The Midwest experienced record-breaking weather events in 2024, including impacts from hurricanes, tornadoes and drought. Climatologists with the Midwestern Regional Climate Center, a partnership with the National Centers for Environmental Information and Purdue University, identified ten of the most memorable and impactful of the year.
It was a gloomy start to the year with persistent cloud cover for most of the Midwest. St. Paul, Minnesota, had record-low sunshine, and Detroit, Michigan, had overcast skies on 87% of January days. It wasn’t just cloudy skies, though — dense fog blanketed much of the region January 23-25. On the 24th, dense fog advisories extended from Kansas to Ohio, including all of Missouri and Illinois. Visibility was as low as 300 feet, delaying schools and disrupting flights.
Severe weather got a head start. Wisconsin had its first-ever February tornadoes when two touched down on the 8th. An outbreak on the 27th and 28th brought 22 confirmed tornadoes across the lower Midwest, including an EF-2 with winds of 130 mph that injured three near Springfield, Ohio.
Persistent warmth was a mainstay across the Midwest, resulting in the 2023-24 winter season becoming the warmest on record. Mild temperatures favored rainfall over snowfall; lake-affected areas saw 40-80 fewer inches of winter snow than usual. Average Great Lakes ice cover was just 4.3%, the lowest ever measured. The missing winter devastated the tourism and recreation economy across the Upper Midwest.
The Midwest had its 2nd-highest* May tornado count since 2004. There were 237 preliminary tornado reports, nearly three times the monthly average. Tornadoes occurred on 19 days. Three significant outbreak days each had 20-50 confirmed touchdowns. On May 21, an EF-4 carved a 44-mile path through southeastern Iowa, causing extensive damage, injuring 35 people, and tragically claiming five lives.

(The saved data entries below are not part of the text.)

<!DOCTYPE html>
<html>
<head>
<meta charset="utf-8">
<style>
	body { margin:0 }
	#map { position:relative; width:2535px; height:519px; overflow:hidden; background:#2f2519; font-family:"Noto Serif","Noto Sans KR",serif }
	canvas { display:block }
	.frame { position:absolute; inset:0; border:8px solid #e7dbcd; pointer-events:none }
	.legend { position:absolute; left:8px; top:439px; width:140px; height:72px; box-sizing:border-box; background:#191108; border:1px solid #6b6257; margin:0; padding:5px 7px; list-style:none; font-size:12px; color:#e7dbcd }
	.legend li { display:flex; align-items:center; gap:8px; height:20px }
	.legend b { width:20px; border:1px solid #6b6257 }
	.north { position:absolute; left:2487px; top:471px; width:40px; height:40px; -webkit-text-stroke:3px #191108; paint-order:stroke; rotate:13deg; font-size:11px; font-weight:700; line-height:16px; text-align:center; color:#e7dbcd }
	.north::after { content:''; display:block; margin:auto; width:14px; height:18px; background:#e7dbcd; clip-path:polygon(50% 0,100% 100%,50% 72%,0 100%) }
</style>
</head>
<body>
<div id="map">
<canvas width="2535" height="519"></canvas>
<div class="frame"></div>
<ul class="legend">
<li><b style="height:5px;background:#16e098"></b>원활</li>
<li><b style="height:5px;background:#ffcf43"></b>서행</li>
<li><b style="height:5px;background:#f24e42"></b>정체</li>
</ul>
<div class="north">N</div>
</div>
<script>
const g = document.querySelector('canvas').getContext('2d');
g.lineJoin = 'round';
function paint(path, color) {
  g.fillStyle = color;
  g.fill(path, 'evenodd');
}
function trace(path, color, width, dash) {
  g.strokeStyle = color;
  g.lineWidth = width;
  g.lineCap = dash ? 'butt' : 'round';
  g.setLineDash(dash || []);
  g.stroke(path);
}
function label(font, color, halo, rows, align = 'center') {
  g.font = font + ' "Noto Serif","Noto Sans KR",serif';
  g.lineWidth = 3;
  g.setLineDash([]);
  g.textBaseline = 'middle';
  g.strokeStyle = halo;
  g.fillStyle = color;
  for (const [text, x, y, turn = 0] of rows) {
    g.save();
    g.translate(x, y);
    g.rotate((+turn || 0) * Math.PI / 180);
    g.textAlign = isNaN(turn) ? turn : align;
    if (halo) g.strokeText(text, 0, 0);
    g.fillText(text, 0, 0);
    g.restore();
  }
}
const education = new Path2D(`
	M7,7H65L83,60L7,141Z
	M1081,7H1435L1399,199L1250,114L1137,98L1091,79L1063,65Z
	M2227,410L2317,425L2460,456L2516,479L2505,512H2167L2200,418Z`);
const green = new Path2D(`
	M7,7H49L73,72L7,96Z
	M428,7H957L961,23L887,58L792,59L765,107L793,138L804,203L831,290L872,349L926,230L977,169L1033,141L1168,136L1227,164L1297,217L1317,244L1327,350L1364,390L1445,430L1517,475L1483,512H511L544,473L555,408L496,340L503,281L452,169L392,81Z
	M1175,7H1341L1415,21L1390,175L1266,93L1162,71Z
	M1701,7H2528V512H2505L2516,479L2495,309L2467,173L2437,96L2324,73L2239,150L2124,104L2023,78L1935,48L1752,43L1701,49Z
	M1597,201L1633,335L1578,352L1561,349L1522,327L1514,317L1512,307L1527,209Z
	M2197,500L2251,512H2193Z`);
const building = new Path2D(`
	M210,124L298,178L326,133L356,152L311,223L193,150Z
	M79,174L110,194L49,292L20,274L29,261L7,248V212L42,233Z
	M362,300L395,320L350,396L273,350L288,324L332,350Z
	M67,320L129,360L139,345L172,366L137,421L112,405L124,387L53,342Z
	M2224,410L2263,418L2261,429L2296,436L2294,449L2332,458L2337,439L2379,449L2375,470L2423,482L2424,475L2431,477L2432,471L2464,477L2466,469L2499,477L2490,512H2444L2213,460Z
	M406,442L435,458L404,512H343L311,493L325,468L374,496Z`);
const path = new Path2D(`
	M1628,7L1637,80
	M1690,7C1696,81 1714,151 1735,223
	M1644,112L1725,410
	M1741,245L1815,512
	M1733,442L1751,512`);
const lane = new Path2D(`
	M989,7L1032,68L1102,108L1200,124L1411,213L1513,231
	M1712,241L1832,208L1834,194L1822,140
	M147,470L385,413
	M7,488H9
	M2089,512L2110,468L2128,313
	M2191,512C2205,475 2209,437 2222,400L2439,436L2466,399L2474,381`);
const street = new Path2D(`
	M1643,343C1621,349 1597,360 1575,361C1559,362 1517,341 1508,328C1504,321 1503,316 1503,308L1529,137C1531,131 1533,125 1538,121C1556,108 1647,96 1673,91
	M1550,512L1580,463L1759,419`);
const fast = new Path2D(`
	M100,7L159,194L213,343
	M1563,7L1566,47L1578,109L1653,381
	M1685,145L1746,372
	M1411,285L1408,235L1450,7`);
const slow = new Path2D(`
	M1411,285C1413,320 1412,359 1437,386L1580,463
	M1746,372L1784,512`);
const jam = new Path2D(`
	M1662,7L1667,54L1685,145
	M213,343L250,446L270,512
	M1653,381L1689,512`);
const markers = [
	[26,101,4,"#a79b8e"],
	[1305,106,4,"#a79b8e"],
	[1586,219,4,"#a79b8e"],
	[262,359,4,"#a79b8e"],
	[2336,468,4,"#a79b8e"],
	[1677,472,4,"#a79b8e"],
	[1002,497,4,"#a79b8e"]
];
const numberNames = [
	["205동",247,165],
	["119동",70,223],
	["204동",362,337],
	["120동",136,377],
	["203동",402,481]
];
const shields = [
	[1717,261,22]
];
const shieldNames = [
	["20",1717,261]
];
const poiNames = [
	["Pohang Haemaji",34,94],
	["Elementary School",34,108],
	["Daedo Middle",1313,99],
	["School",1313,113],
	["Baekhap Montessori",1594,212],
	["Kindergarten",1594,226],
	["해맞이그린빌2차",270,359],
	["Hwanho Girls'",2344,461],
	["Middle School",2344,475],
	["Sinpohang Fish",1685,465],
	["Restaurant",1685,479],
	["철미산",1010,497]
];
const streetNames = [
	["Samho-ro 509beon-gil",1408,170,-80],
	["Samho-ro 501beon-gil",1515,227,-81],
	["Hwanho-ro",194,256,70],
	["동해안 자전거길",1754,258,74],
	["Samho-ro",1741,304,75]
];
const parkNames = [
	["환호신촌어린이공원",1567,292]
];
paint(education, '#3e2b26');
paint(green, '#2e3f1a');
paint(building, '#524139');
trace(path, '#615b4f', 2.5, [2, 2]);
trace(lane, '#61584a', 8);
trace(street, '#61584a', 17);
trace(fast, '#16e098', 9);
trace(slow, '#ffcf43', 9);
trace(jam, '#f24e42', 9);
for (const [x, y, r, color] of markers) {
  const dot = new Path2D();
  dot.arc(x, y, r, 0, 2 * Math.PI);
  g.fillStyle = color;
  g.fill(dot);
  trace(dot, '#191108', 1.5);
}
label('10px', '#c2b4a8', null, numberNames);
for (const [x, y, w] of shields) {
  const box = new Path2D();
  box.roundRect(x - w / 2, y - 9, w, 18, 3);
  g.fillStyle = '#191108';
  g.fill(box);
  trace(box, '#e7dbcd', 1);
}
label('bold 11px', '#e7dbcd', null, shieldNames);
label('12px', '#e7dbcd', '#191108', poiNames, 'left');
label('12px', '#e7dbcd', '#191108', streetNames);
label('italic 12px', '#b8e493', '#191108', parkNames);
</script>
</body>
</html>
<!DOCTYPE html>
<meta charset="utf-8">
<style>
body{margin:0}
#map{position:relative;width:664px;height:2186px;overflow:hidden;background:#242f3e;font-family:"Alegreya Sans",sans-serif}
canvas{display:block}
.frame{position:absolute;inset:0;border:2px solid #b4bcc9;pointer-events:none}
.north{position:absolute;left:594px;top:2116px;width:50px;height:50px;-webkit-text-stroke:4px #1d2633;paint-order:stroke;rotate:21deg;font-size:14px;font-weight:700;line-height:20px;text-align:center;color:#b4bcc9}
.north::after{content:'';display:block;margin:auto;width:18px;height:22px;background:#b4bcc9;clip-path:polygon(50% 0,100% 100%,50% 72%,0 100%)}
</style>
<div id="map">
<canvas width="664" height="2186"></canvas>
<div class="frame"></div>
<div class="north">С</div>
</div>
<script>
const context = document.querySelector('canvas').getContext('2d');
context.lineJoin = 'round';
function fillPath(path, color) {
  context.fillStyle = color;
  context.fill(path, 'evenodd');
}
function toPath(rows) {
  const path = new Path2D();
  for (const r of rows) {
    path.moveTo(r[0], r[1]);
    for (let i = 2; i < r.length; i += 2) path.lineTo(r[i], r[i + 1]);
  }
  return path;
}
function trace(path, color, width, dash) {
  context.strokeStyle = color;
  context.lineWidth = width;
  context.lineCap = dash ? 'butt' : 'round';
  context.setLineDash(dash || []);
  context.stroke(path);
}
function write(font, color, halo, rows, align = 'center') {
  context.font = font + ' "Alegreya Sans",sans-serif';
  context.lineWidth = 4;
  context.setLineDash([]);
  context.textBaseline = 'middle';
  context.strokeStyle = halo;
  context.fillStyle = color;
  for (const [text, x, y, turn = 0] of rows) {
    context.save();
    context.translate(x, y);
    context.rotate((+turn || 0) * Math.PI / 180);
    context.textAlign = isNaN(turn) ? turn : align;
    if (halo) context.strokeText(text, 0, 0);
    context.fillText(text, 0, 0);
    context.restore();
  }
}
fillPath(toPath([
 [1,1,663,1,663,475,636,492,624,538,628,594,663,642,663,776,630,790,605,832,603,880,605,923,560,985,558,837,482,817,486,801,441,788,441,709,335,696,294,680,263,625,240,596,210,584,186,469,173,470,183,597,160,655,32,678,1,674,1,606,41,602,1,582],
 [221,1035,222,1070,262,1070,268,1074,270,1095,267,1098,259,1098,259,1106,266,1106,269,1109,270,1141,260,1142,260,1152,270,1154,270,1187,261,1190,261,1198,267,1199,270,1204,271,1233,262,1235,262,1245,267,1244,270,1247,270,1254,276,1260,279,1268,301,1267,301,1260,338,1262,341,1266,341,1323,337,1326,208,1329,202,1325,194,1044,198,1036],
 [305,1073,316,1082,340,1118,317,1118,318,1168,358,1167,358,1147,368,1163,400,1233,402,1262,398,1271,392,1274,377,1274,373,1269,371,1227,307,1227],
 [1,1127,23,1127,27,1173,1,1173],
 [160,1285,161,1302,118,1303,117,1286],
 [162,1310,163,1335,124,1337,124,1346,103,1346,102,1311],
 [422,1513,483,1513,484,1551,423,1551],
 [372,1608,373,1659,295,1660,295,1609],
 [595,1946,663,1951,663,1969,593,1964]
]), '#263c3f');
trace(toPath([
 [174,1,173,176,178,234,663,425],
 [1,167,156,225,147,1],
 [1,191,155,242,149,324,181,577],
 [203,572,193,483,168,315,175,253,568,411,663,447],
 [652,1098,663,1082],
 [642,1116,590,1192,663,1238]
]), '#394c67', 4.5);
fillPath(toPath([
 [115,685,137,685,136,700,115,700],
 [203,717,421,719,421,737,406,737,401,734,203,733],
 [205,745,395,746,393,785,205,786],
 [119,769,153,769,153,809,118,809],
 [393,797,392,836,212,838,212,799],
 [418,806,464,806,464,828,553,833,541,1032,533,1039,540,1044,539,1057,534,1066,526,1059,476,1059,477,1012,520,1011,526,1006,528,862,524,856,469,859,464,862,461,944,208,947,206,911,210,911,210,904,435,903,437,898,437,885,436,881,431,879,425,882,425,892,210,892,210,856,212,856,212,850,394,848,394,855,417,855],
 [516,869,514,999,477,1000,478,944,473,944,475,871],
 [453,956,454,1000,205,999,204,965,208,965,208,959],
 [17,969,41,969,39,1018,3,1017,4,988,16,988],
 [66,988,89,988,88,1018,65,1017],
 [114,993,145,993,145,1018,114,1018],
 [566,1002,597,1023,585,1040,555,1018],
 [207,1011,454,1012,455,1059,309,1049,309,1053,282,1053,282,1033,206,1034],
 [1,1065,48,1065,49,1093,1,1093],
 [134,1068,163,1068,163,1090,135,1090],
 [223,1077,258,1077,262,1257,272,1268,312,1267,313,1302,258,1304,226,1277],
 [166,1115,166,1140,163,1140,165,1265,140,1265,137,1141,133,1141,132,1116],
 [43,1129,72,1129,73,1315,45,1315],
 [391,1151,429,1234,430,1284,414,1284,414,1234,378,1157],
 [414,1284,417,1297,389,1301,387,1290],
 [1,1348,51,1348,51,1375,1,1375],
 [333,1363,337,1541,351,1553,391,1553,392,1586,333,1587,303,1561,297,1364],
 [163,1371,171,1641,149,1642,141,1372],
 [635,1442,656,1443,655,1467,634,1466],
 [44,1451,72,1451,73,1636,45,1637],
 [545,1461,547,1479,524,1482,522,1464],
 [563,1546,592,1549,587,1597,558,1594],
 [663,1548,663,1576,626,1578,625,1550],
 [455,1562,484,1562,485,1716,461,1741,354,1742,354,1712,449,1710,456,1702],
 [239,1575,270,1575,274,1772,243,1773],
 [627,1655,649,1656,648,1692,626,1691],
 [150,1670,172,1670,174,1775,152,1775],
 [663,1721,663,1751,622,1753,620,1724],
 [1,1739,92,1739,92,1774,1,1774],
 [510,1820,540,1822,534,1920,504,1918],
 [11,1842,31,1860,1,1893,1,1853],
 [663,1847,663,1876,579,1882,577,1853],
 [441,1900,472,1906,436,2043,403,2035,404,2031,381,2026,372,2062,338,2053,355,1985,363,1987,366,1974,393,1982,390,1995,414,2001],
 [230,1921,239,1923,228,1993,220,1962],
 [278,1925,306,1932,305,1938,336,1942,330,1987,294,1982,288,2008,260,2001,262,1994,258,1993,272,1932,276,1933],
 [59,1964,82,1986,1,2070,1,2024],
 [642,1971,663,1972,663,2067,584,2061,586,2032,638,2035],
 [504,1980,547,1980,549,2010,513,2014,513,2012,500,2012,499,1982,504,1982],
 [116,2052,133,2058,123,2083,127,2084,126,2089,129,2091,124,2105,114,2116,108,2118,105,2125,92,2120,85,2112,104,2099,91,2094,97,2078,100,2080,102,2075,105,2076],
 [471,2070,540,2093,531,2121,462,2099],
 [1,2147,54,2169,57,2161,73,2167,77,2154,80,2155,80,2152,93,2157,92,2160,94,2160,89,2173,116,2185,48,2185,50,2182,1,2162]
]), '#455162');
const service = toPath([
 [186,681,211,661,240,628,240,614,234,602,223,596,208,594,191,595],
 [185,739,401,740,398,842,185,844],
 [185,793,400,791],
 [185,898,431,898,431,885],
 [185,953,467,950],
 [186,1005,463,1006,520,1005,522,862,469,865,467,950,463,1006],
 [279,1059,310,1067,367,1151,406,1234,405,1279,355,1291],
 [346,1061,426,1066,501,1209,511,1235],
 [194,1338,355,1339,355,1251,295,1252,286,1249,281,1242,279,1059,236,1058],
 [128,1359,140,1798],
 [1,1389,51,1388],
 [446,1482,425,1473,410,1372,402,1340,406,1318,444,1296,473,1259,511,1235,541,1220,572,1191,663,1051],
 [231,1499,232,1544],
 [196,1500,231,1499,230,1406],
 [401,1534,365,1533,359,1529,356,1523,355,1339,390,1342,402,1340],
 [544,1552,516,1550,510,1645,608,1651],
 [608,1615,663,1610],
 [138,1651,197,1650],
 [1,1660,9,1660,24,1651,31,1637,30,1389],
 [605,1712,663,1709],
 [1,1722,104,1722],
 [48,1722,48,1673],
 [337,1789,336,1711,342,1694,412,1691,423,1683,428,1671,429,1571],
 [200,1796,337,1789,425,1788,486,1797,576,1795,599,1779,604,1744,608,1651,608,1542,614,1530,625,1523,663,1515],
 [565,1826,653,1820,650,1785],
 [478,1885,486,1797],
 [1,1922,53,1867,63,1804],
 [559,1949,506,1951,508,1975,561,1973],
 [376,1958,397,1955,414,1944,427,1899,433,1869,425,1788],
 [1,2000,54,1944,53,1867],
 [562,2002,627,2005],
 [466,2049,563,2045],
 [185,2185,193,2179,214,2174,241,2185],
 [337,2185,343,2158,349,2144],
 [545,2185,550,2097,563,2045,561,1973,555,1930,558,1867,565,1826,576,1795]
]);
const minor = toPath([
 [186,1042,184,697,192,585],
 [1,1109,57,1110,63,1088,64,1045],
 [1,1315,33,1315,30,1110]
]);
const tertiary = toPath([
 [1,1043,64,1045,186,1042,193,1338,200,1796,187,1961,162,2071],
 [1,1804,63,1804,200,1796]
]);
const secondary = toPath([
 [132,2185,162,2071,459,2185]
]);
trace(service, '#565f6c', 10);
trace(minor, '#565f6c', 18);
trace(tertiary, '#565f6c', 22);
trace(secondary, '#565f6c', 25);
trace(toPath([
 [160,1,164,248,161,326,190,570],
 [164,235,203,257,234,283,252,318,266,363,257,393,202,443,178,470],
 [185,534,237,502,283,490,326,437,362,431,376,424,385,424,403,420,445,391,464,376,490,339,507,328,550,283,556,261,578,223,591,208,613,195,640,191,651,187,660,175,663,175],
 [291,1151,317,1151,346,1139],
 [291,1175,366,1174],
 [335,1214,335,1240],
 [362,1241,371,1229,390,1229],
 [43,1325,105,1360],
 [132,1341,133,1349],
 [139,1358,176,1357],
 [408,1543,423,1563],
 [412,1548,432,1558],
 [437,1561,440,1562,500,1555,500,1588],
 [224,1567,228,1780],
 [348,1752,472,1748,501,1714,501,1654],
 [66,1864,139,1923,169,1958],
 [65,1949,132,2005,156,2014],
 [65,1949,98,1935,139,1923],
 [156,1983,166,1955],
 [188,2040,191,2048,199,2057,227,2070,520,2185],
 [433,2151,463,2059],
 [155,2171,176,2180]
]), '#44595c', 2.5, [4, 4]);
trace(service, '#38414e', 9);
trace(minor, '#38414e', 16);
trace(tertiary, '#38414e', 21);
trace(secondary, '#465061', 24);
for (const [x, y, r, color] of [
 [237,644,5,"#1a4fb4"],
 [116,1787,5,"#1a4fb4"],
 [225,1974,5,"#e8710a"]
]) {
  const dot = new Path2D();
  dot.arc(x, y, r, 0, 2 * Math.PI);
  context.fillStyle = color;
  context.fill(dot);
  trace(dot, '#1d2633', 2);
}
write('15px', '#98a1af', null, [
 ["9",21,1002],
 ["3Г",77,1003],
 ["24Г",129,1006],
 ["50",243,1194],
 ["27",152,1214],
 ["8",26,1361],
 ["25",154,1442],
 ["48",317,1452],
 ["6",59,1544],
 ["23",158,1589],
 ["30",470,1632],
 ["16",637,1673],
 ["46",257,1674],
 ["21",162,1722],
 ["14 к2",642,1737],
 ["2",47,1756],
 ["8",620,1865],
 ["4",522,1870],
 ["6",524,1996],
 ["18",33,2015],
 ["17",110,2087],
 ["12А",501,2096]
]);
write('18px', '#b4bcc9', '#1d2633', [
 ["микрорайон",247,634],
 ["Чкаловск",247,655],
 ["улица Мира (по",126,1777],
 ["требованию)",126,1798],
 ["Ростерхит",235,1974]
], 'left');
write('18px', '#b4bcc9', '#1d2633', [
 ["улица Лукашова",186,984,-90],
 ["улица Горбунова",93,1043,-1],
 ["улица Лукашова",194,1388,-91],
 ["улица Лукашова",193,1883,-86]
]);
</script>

*Based on preliminary data
Multiple rounds of heavy rain fell across northern Iowa, southern Minnesota and Wisconsin, dropping 2-3 months of rain in a single week. About 6-12 inches of rain fell from June 16-23, causing record and near-record river flows that collapsed railroad bridges and dams, inundated roadways, and flooded homes and businesses.
On July 15-16, a widespread, long-lived cluster of thunderstorms (called a derecho) laid down a path of destruction, with 60-100 mph winds stretching from Iowa to Indiana. The storm system was accompanied by 56 confirmed tornadoes across Iowa, Wisconsin, Illinois and Indiana. Illinois took the brunt of the outbreak with 48 tornadoes — the most on record from a single weather event in the state. Storm damages are estimated at more than $1 billion across the region.
Hurricane Helene brought catastrophic impacts to the southeastern U.S., dropping 4-7 inches of flooding rain across Kentucky and 50-70 mph damaging winds across the Ohio River Valley from September 27-29. Despite a dry start to the month, Kentucky penned the 5th-wettest September on record. Helene brought much-needed rain and short-term relief to drought-stricken areas in southern Illinois, Indiana and Ohio.
Drought gripped southeast Ohio by late summer, with the state’s first-ever exceptional drought (D4) since the inception of the U.S. Drought Monitor in 2000. Dryness rapidly expanded westward across the Midwest during the fall season. By late October, 75% of the region was in drought, and the rest experienced abnormal dryness. Impacts were widespread: depleted soil moisture, dormant vegetation, heightened fire risk, early fall colors, low water levels and reduced crop yields in some areas.
Record warm Great Lakes water temperatures fueled a massive lake-effect snow event from Nov. 28 through the first week of December. Heavy snow shut down major highways. Storm-event snowfall totals topped out at 20-50 inches in northern Michigan and northeast Ohio.
2024 goes down as the hottest year on record* for the Midwest. Record warmth in Indiana, Kentucky, Michigan, Minnesota, Ohio and Wisconsin, too. Remarkably, this occurred despite near-average temperatures during the summer months. Persistent warmth during winter, spring and autumn were the drivers behind this record warm year.